Bed Bath & Beyond Shipping, E-Commerce Costs Hurt Profit
(Bloomberg) -- Bed Bath & Beyond Inc.’s shares plunged after higher shipping and e-commerce costs eroded profitability in the fourth quarter, tarnishing the results as the home-furnishings retailer reported a stronger-than-expected same-store sales gain.
The increase in online sales and freight expenses led to higher costs for the company, contributing to a gross margin of 31.5%, which was below the estimate compiled by Bloomberg. Those costs aren’t being passed on to consumers, Chief Executive Officer Mark Tritton said in an interview.
“We’re absorbing those costs and we’ve been able to have it offset with some of the benefits in the business,” he said. Some of the impact has been countered by a focus on more profitable products and optimizing the retailer’s strategy on markdowns.
Bed Bath & Beyond shares fell as much as 15% in New York trading Wednesday. The stock had soared more than 400% over the past year through Tuesday’s close.
Fourth-quarter same-store sales rose 4% for the company, beating the 0.3% estimate compiled by Consensus Metrix. The key retail measure is a sign the chain’s online strategy is resonating and it’s still attracting new customers.
Despite the cost pressure, Bed Bath & Beyond is being bolstered by consumers’ pandemic habits of spending more on their homes and turning them into more comfortable office and entertainment spaces. The retailer plans to launch several private-label brands focused on bedding and bath essentials and it continues to ramp up its digital services, such as self-checkout and in-store pickup for online orders.

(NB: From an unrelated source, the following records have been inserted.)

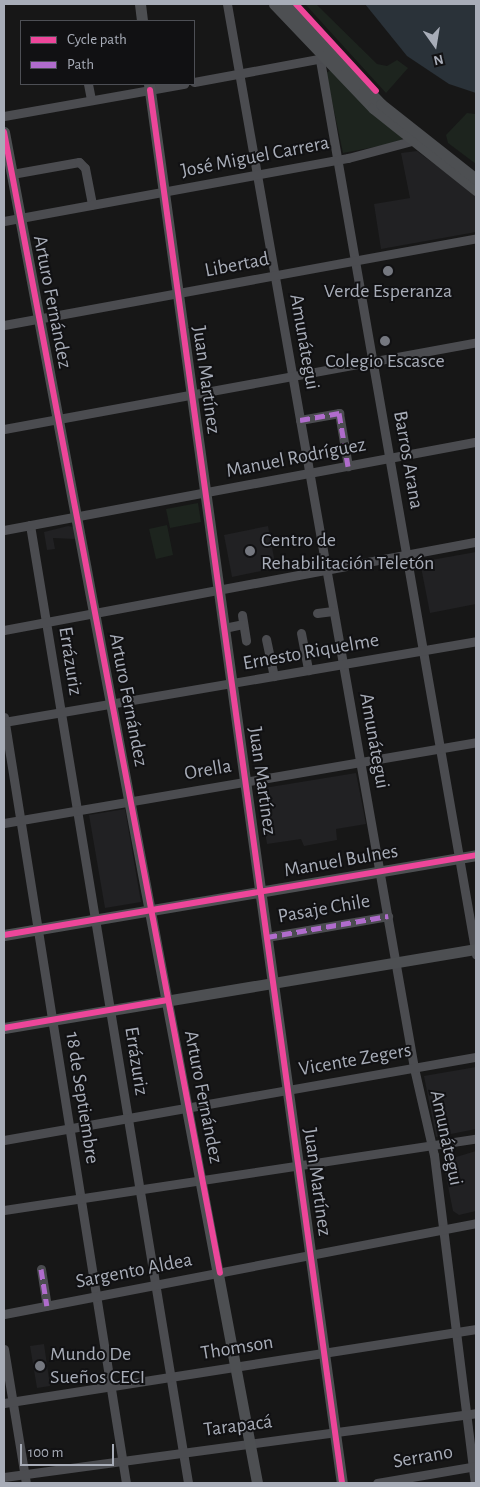 <!DOCTYPE html>
<meta charset="utf-8">
<style>
body{margin:0}
#map{position:relative;width:480px;height:1487px;overflow:hidden;background:#171717;font-family:"Alegreya Sans",sans-serif}
div>[style]{position:absolute}
[style*='--x']{left:calc(var(--x)*1px);top:calc(var(--y)*1px);width:calc(var(--w)*1px);rotate:calc(var(--a)*1deg)}
.built>*{inset:0;background:#212123}
.green>*{inset:0;background:#1d241e}
.water>*{inset:0;background:#2a3239}
.minor>*{height:9px;margin:-4.5px;padding:0 4.5px;transform-origin:4.5px;border-radius:4.5px;background:#4b4c50}
.major>*{height:11px;margin:-5.5px;padding:0 5.5px;transform-origin:5.5px;border-radius:5.5px;background:#4d4f52}
.quiet>*{height:5px;margin-top:-2.5px;transform-origin:0;background:repeating-linear-gradient(90deg,#b06ccc 0 10px,transparent 0 15px)}
.cycleway>*{height:6px;margin:-3px;padding:0 3px;transform-origin:3px;border-radius:3px;background:#ed469a}
.dots>*{width:14px;height:14px;translate:-50% -50%;box-sizing:border-box;border:2px solid #111113;border-radius:50%}
span{translate:-50% -50%;white-space:nowrap;text-align:center;line-height:1.15;-webkit-text-stroke:4px #111113;paint-order:stroke}
.street-label{font-size:20px;color:#a8adb8}
.poi-label{font-size:20px;color:#a8adb8}
.left{translate:0 -50%;text-align:left}
.frame{position:absolute;inset:0;border:5px solid #a8adb8;pointer-events:none}
.legend{position:absolute;left:20px;top:20px;width:175px;height:65px;box-sizing:border-box;background:#111113;border:1px solid #4d4f55;margin:0;padding:6px 9px;list-style:none;font-size:15px;color:#a8adb8}
.legend li{display:flex;align-items:center;gap:10px;height:25px}
.legend b{width:25px;border:1px solid #4d4f55}
.north{position:absolute;left:410px;top:20px;width:50px;height:50px;-webkit-text-stroke:4px #111113;paint-order:stroke;rotate:167deg;font-size:14px;font-weight:700;line-height:20px;text-align:center;color:#a8adb8}
.north::after{content:'';display:block;margin:auto;width:18px;height:22px;background:#a8adb8;clip-path:polygon(50% 0,100% 100%,50% 72%,0 100%)}
.scale{position:absolute;left:20px;top:1444px;width:94px;height:22px;box-sizing:border-box;border:2px solid #a8adb8;border-top:0;padding-left:6px;font-size:15px;line-height:18px;white-space:nowrap;color:#a8adb8;-webkit-text-stroke:4px #111113;paint-order:stroke}
</style>
<div id="map">
<div class="built">
<div style="clip-path:polygon(417px 151px,476px 195px,476px 232px,381px 249px,374px 204px,410px 198px,401px 153px)"></div>
<div style="clip-path:polygon(68px 526px,74px 527px,76px 539px,53px 538px,55px 549px,47px 550px,44px 532px)"></div>
<div style="clip-path:polygon(268px 526px,276px 568px,232px 577px,224px 535px)"></div>
<div style="clip-path:polygon(476px 552px,476px 604px,430px 613px,420px 562px)"></div>
<div style="clip-path:polygon(356px 773px,366px 824px,336px 829px,337px 840px,304px 846px,301px 839px,267px 844px,258px 789px)"></div>
<div style="clip-path:polygon(125px 809px,141px 902px,105px 908px,89px 815px)"></div>
<div style="clip-path:polygon(476px 1067px,476px 1129px,436px 1137px,424px 1076px)"></div>
<div style="clip-path:polygon(476px 1151px,476px 1211px,459px 1215px,453px 1211px,443px 1161px)"></div>
<div style="clip-path:polygon(44px 1344px,50px 1386px,37px 1388px,30px 1346px)"></div>
</div>
<div class="green">
<div style="clip-path:polygon(305px 4px,316px 4px,377px 64px,387px 66px,397px 60px,408px 68px,386px 93px)"></div>
<div style="clip-path:polygon(331px 70px,402px 138px,401px 142px,343px 153px,326px 73px)"></div>
<div style="clip-path:polygon(467px 113px,475px 114px,476px 123px,476px 164px,448px 143px,446px 135px)"></div>
<div style="clip-path:polygon(198px 503px,201px 522px,170px 528px,166px 509px)"></div>
<div style="clip-path:polygon(167px 525px,173px 555px,156px 559px,149px 529px)"></div>
</div>
<div class="water">
<div style="clip-path:polygon(365px 4px,476px 4px,476px 93px,449px 84px,407px 56px)"></div>
</div>
<div class="minor">
<div style="--x:227;--y:4;--w:1080;--a:80.03"></div>
<div style="--x:414;--y:1068;--w:89;--a:77.1"></div>
<div style="--x:434;--y:1155;--w:331;--a:82.9"></div>
<div style="--x:320;--y:60;--w:908;--a:80.11"></div>
<div style="--x:194;--y:82;--w:132;--a:-10.5"></div>
<div style="--x:88;--y:84;--w:16;--a:79"></div>
<div style="--x:4;--y:116;--w:183;--a:-10.1"></div>
<div style="--x:12;--y:174;--w:68;--a:-10.2"></div>
<div style="--x:79;--y:162;--w:8;--a:45"></div>
<div style="--x:85;--y:168;--w:37;--a:79"></div>
<div style="--x:4;--y:221;--w:350;--a:-10.4"></div>
<div style="--x:348;--y:158;--w:73;--a:-15"></div>
<div style="--x:4;--y:325;--w:480;--a:-10.4"></div>
<div style="--x:300;--y:420;--w:40;--a:-10"></div>
<div style="--x:339;--y:413;--w:54;--a:80.4"></div>
<div style="--x:4;--y:429;--w:480;--a:-10.4"></div>
<div style="--x:30;--y:525;--w:971;--a:80.63"></div>
<div style="--x:4;--y:530;--w:480;--a:-10.6"></div>
<div style="--x:317;--y:613;--w:16;--a:-7"></div>
<div style="--x:242;--y:615;--w:26;--a:81"></div>
<div style="--x:224;--y:628;--w:19;--a:-12"></div>
<div style="--x:4;--y:630;--w:480;--a:-10.6"></div>
<div style="--x:301;--y:633;--w:38;--a:79"></div>
<div style="--x:266;--y:639;--w:38;--a:78"></div>
<div style="--x:4;--y:717;--w:776;--a:80.95"></div>
<div style="--x:4;--y:722;--w:479;--a:-9.7"></div>
<div style="--x:4;--y:823;--w:479;--a:-9.7"></div>
<div style="--x:267;--y:937;--w:123;--a:-9.8"></div>
<div style="--x:4;--y:1140;--w:479;--a:-10"></div>
<div style="--x:4;--y:1210;--w:477;--a:-8.6"></div>
<div style="--x:41;--y:1269;--w:37;--a:81"></div>
<div style="--x:4;--y:1314;--w:481;--a:-10.9"></div>
<div style="--x:4;--y:1349;--w:136;--a:80.7"></div>
<div style="--x:4;--y:1403;--w:478;--a:-8.9"></div>
<div style="--x:4;--y:1477;--w:476;--a:-7.7"></div>
<div style="--x:377;--y:1483;--w:100;--a:-9.7"></div>
</div>
<div class="major">
<div style="--x:140;--y:4;--w:17;--a:83"></div>
<div style="--x:274;--y:4;--w:144;--a:46.4"></div>
<div style="--x:373;--y:108;--w:132;--a:38.5"></div>
<div style="--x:286;--y:4;--w:138;--a:46.5"></div>
<div style="--x:381;--y:104;--w:121;--a:38.3"></div>
<div style="--x:149;--y:84;--w:1412;--a:82.15"></div>
<div style="--x:4;--y:132;--w:1374;--a:79.39"></div>
<div style="--x:4;--y:935;--w:479;--a:-9.6"></div>
<div style="--x:4;--y:1028;--w:479;--a:-9.5"></div>
</div>
<div class="quiet">
<div style="--x:300;--y:420;--w:40;--a:-10"></div>
<div style="--x:339;--y:413;--w:54;--a:80.4"></div>
<div style="--x:267;--y:937;--w:123;--a:-9.8"></div>
<div style="--x:41;--y:1269;--w:37;--a:81"></div>
</div>
<div class="cycleway">
<div style="--x:296;--y:4;--w:118;--a:47.4"></div>
<div style="--x:150;--y:90;--w:1406;--a:82.15"></div>
<div style="--x:4;--y:132;--w:1161;--a:79.28"></div>
<div style="--x:4;--y:935;--w:479;--a:-9.6"></div>
<div style="--x:4;--y:1028;--w:166;--a:-9.7"></div>
</div>
<div class="dots">
<div style="left:388px;top:271px;background:#757880"></div>
<div style="left:385px;top:341px;background:#757880"></div>
<div style="left:250px;top:551px;background:#757880"></div>
<div style="left:40px;top:1366px;background:#757880"></div>
</div>
<div class="street-label">
<span style="left:255px;top:157px;rotate:-11deg">José Miguel Carrera</span>
<span style="left:237px;top:265px;rotate:-11deg">Libertad</span>
<span style="left:52px;top:302px;rotate:79deg">Arturo Fernández</span>
<span style="left:304px;top:342px;rotate:80deg">Amunátegui</span>
<span style="left:206px;top:380px;rotate:82deg">Juan Martínez</span>
<span style="left:296px;top:458px;rotate:-11deg">Manuel Rodríguez</span>
<span style="left:408px;top:460px;rotate:80deg">Barros Arana</span>
<span style="left:311px;top:652px;rotate:-10deg">Ernesto Riquelme</span>
<span style="left:70px;top:661px;rotate:81deg">Errázuriz</span>
<span style="left:128px;top:700px;rotate:79deg">Arturo Fernández</span>
<span style="left:374px;top:741px;rotate:80deg">Amunátegui</span>
<span style="left:208px;top:770px;rotate:-10deg">Orella</span>
<span style="left:262px;top:781px;rotate:82deg">Juan Martínez</span>
<span style="left:341px;top:861px;rotate:-10deg">Manuel Bulnes</span>
<span style="left:324px;top:909px;rotate:-10deg">Pasaje Chile</span>
<span style="left:355px;top:1060px;rotate:-10deg">Vicente Zegers</span>
<span style="left:136px;top:1061px;rotate:81deg">Errázuriz</span>
<span style="left:203px;top:1097px;rotate:79deg">Arturo Fernández</span>
<span style="left:82px;top:1098px;rotate:81deg">18 de Septiembre</span>
<span style="left:446px;top:1138px;rotate:78deg">Amunátegui</span>
<span style="left:317px;top:1182px;rotate:82deg">Juan Martínez</span>
<span style="left:134px;top:1271px;rotate:-11deg">Sargento Aldea</span>
<span style="left:237px;top:1348px;rotate:-9deg">Thomson</span>
<span style="left:238px;top:1426px;rotate:-7deg">Tarapacá</span>
<span style="left:423px;top:1457px;rotate:-10deg">Serrano</span>
</div>
<div class="poi-label">
<span style="left:388px;top:291px">Verde Esperanza</span>
<span style="left:385px;top:361px">Colegio Escasce</span>
<span class="left" style="left:261px;top:552px">Centro de<br>Rehabilitación Teletón</span>
<span class="left" style="left:50px;top:1366px">Mundo De<br>Sueños CECI</span>
</div>
<div class="frame"></div>
<ul class="legend">
<li><b style="height:6px;background:#ed469a"></b>Cycle path</li>
<li><b style="height:6px;background:#b06ccc"></b>Path</li>
</ul>
<div class="north">N</div>
<div class="scale">100 m</div>
</div>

“Our results have really been about the transformation efforts and our strategy taking hold,” Tritton said. He predicted consumers’ higher spending on home-related goods is “going to be here for the next couple of years.”
Same-store sales for Bed Bath & Beyond’s namesake brand increased 6% for the quarter, which ended Feb. 27. Sales for the full company, which includes Buybuy BABY, were $2.6 billion, declining from the same period a year earlier following the sale of noncore businesses and the closing of less-profitable locations.
The retailer said it would increase share buybacks planned for this fiscal year to $325 million from $300 million.